Collected data entries
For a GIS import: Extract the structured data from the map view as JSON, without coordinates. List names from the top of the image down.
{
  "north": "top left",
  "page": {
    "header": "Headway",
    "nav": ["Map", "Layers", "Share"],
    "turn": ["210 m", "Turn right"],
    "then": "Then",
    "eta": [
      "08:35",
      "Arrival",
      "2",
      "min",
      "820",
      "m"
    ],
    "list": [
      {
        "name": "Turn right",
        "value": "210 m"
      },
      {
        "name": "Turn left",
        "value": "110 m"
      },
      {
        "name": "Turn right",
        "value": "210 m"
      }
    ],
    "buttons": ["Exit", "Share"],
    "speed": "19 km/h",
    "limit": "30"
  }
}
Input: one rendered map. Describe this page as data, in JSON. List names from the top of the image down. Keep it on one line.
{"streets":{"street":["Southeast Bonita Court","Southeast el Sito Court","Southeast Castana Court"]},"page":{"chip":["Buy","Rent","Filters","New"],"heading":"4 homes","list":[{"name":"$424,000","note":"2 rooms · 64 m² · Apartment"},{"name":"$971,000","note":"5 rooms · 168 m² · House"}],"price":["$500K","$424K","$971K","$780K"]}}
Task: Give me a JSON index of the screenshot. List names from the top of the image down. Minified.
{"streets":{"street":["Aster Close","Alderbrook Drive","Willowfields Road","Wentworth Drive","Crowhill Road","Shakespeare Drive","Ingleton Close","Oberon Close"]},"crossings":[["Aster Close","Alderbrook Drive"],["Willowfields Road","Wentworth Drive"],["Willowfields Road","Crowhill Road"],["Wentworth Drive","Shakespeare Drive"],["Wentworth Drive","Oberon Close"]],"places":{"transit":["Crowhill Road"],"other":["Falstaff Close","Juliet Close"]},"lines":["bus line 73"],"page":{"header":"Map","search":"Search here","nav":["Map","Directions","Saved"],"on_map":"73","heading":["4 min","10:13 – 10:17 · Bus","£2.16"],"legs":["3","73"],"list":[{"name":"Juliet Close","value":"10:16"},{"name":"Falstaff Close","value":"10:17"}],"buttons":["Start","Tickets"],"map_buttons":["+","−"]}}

> _EXERCISE OBJECTIVE_
Reproduce the entries exactly. Every word has to stay the same.

> _TASK ANSWER_
For a GIS import: Extract the structured data from the map view as JSON, without coordinates. List names from the top of the image down.
{
  "north": "top left",
  "page": {
    "header": "Headway",
    "nav": ["Map", "Layers", "Share"],
    "turn": ["210 m", "Turn right"],
    "then": "Then",
    "eta": [
      "08:35",
      "Arrival",
      "2",
      "min",
      "820",
      "m"
    ],
    "list": [
      {
        "name": "Turn right",
        "value": "210 m"
      },
      {
        "name": "Turn left",
        "value": "110 m"
      },
      {
        "name": "Turn right",
        "value": "210 m"
      }
    ],
    "buttons": ["Exit", "Share"],
    "speed": "19 km/h",
    "limit": "30"
  }
}
Input: one rendered map. Describe this page as data, in JSON. List names from the top of the image down. Keep it on one line.
{"streets":{"street":["Southeast Bonita Court","Southeast el Sito Court","Southeast Castana Court"]},"page":{"chip":["Buy","Rent","Filters","New"],"heading":"4 homes","list":[{"name":"$424,000","note":"2 rooms · 64 m² · Apartment"},{"name":"$971,000","note":"5 rooms · 168 m² · House"}],"price":["$500K","$424K","$971K","$780K"]}}
Task: Give me a JSON index of the screenshot. List names from the top of the image down. Minified.
{"streets":{"street":["Aster Close","Alderbrook Drive","Willowfields Road","Wentworth Drive","Crowhill Road","Shakespeare Drive","Ingleton Close","Oberon Close"]},"crossings":[["Aster Close","Alderbrook Drive"],["Willowfields Road","Wentworth Drive"],["Willowfields Road","Crowhill Road"],["Wentworth Drive","Shakespeare Drive"],["Wentworth Drive","Oberon Close"]],"places":{"transit":["Crowhill Road"],"other":["Falstaff Close","Juliet Close"]},"lines":["bus line 73"],"page":{"header":"Map","search":"Search here","nav":["Map","Directions","Saved"],"on_map":"73","heading":["4 min","10:13 – 10:17 · Bus","£2.16"],"legs":["3","73"],"list":[{"name":"Juliet Close","value":"10:16"},{"name":"Falstaff Close","value":"10:17"}],"buttons":["Start","Tickets"],"map_buttons":["+","−"]}}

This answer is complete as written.